Serodiagnosis of cysticercosis by ELISA-inhibition test using monoclonal antibodies.

作者信息

Yong T S, Yeo I S, Seo J H, Chang J K, Lee J S, Kim T S, Jeong G H

机构信息

Department of Parasitology, Yonsei University College of Medicine, Seoul, Korea.

出版信息

Korean J Parasitol. 1993 Jun;31(2):149-56. doi: 10.3347/kjp.1993.31.2.149.
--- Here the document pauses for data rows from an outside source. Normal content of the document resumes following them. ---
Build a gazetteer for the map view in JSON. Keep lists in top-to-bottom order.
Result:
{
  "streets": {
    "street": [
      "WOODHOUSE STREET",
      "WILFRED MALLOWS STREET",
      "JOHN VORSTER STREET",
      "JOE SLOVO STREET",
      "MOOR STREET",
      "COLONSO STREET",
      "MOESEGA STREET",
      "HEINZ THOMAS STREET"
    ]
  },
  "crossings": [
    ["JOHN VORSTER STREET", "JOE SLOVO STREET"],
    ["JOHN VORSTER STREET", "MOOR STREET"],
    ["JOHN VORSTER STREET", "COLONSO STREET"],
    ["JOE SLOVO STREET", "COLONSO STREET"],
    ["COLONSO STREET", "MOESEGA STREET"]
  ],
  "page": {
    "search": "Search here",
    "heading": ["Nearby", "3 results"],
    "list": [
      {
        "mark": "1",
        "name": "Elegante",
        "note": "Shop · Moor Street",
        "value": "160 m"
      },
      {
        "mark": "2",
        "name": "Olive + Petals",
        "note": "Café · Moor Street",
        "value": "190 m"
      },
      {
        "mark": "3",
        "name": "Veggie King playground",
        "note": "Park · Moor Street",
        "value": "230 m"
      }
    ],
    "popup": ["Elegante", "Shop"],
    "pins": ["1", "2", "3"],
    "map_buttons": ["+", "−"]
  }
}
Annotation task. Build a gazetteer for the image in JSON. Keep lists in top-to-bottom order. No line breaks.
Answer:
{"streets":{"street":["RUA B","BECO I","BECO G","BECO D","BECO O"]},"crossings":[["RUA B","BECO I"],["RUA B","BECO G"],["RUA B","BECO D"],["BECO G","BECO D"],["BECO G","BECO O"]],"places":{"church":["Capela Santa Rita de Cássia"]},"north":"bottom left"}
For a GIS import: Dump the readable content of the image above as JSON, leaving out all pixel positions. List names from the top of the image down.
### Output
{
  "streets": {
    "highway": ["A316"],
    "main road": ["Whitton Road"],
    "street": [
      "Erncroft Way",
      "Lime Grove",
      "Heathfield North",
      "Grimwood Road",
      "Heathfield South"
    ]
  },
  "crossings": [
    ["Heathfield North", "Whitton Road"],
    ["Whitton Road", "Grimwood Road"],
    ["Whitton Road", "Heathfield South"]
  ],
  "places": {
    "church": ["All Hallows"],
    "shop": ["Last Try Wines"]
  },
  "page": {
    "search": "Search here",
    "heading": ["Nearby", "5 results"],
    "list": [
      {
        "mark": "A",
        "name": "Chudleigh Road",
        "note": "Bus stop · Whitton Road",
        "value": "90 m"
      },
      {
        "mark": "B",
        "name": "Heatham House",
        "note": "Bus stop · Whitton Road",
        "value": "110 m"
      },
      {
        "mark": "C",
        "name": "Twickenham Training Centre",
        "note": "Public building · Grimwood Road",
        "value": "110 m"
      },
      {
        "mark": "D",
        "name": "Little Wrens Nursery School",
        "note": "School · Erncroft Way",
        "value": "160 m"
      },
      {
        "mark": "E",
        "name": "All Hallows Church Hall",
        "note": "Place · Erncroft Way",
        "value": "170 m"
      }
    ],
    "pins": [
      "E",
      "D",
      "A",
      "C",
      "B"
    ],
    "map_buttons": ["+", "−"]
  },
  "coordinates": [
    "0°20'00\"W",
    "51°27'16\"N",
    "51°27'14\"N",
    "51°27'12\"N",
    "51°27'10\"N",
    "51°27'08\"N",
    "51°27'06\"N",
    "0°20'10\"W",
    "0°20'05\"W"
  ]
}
DOI:10.3347/kjp.1993.31.2.149
PMID:8343457
Abstract

Monoclonal antibodies (Mabs) were produced against crude scolex extract of T. solium metacestodes, and applied to ELISA-inhibition test for improving the specificity of serodiagnosis of human cysticercosis. Four hybridomas secreting species-specific anticysticercal Mabs (Cya-1, Cya-7, Cya-28 and Cya-31) were selected. Each Mab reacted on antigenic components of 25.5 kDa (Cya-1), 28 kDa (Cya-7), 87.5 kDa (Cya-28), and 12.5 kDa (Cya-31). IFA showed that Cya-1 was located at the calcium corpuscles, and Cya-7 at the loose connective tissue of T. solium metacestode scolex. Cya-28 and Cya-31 reacted on the tegument of the scolex. By conventional ELISA, 23 out of 28 (82.1%) cysticercosis patients were found serologically positive, but 1 out of 9 (11.1%) sparganosis cases and 6 out of 31 (19.4%) paragonimiasis cases showed false positives. By ELISA-inhibition test using species-specific anti-cysticercal Mab Cya-7, 19 out of 28 (67.9%) cysticercosis cases were found serologically positive, but there were no false positives in other parasitic infections.

摘要

制备了针对猪带绦虫囊尾蚴粗头节提取物的单克隆抗体,并将其应用于酶联免疫吸附抑制试验,以提高人体囊尾蚴病血清诊断的特异性。筛选出了4株分泌种特异性抗囊尾蚴单克隆抗体(Cya-1、Cya-7、Cya-28和Cya-31)的杂交瘤。每株单克隆抗体分别与25.5 kDa(Cya-1)、28 kDa(Cya-7)、87.5 kDa(Cya-28)和12.5 kDa(Cya-31)的抗原成分发生反应。间接荧光抗体试验显示,Cya-1定位于钙颗粒,Cya-7定位于猪带绦虫囊尾蚴头节的疏松结缔组织。Cya-28和Cya-31对头节的皮层发生反应。采用常规酶联免疫吸附试验,28例囊尾蚴病患者中有23例(82.1%)血清学呈阳性,但9例裂头蚴病患者中有1例(11.1%)和31例肺吸虫病患者中有6例(19.4%)出现假阳性。采用种特异性抗囊尾蚴单克隆抗体Cya-7进行酶联免疫吸附抑制试验,28例囊尾蚴病患者中有19例(67.9%)血清学呈阳性,而其他寄生虫感染均未出现假阳性。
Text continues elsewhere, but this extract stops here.